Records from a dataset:
---------------

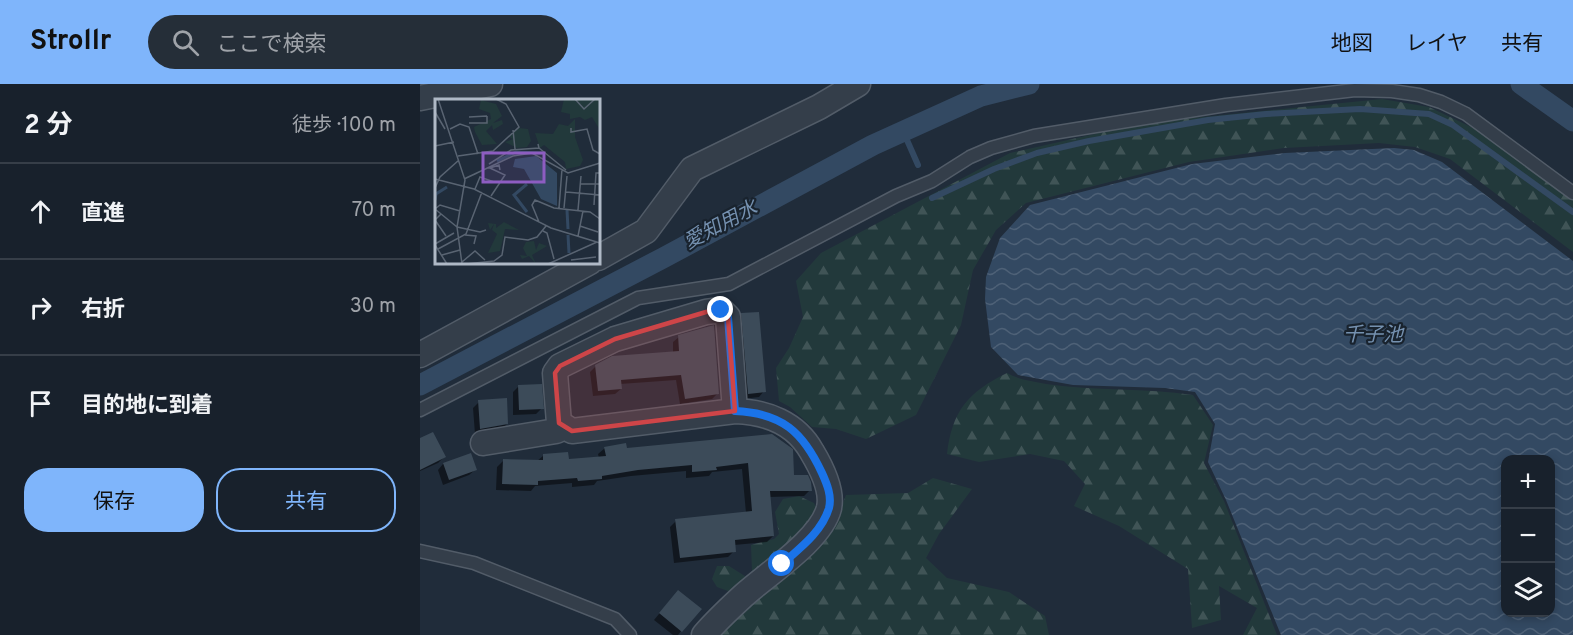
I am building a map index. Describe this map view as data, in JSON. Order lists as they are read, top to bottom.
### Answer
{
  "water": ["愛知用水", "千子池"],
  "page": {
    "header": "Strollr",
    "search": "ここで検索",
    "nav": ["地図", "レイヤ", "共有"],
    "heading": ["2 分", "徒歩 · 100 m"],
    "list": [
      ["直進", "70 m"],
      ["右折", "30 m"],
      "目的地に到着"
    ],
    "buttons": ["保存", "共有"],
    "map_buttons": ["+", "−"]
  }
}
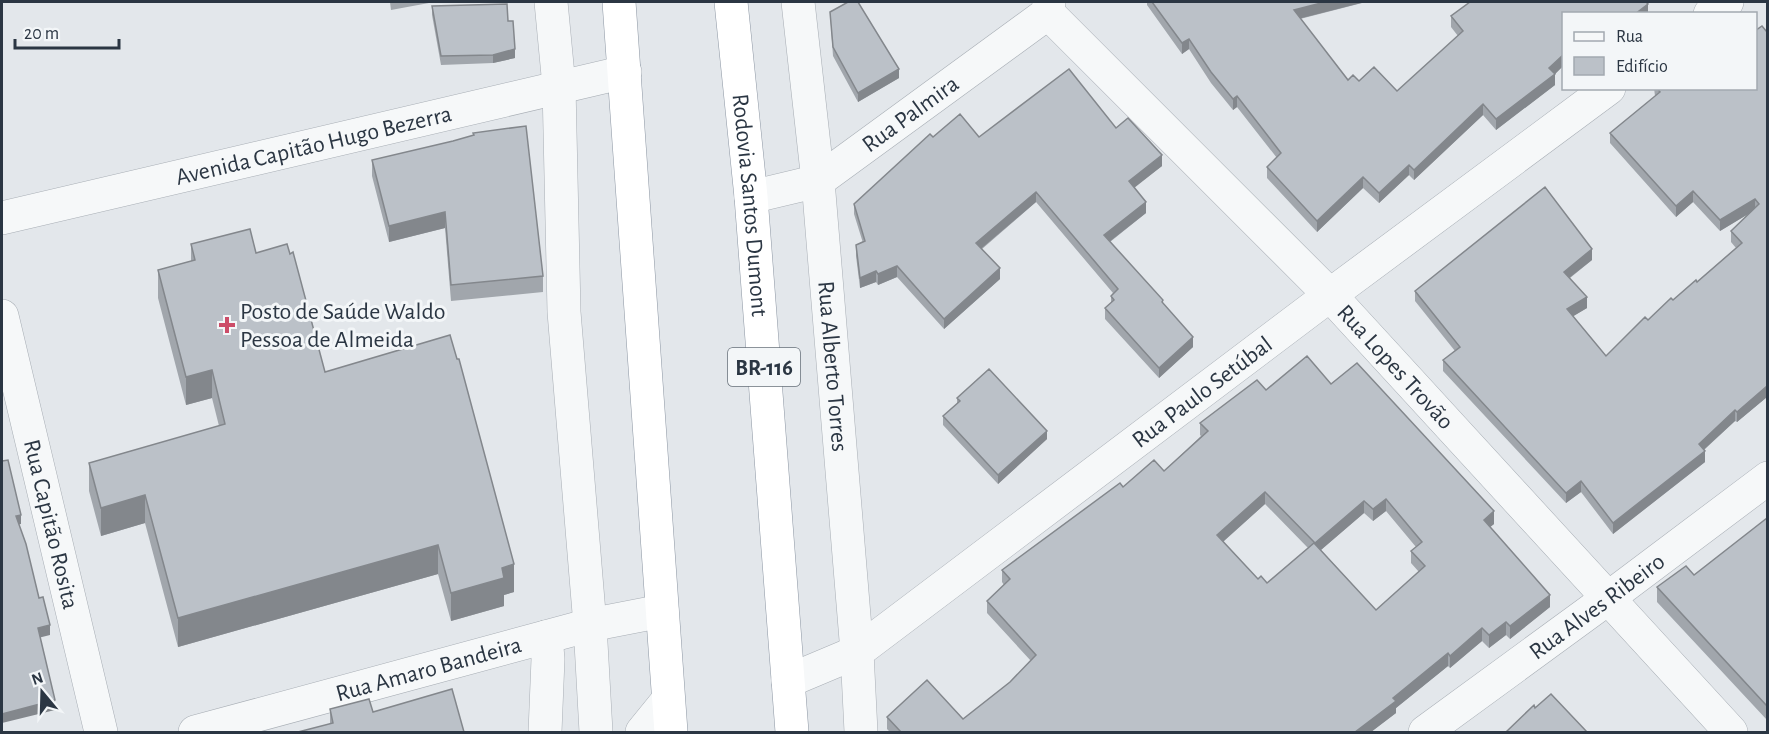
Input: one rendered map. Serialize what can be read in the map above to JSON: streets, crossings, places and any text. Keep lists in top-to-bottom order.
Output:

---------------

*WHAT YOU SHOULD DO*: Reproduce every line of the data above, exactly as it stands, but not the pictures.

*TASK ANSWER*:
I am building a map index. Describe this map view as data, in JSON. Order lists as they are read, top to bottom.
### Answer
{
  "water": ["愛知用水", "千子池"],
  "page": {
    "header": "Strollr",
    "search": "ここで検索",
    "nav": ["地図", "レイヤ", "共有"],
    "heading": ["2 分", "徒歩 · 100 m"],
    "list": [
      ["直進", "70 m"],
      ["右折", "30 m"],
      "目的地に到着"
    ],
    "buttons": ["保存", "共有"],
    "map_buttons": ["+", "−"]
  }
}
Input: one rendered map. Serialize what can be read in the map above to JSON: streets, crossings, places and any text. Keep lists in top-to-bottom order.
Output:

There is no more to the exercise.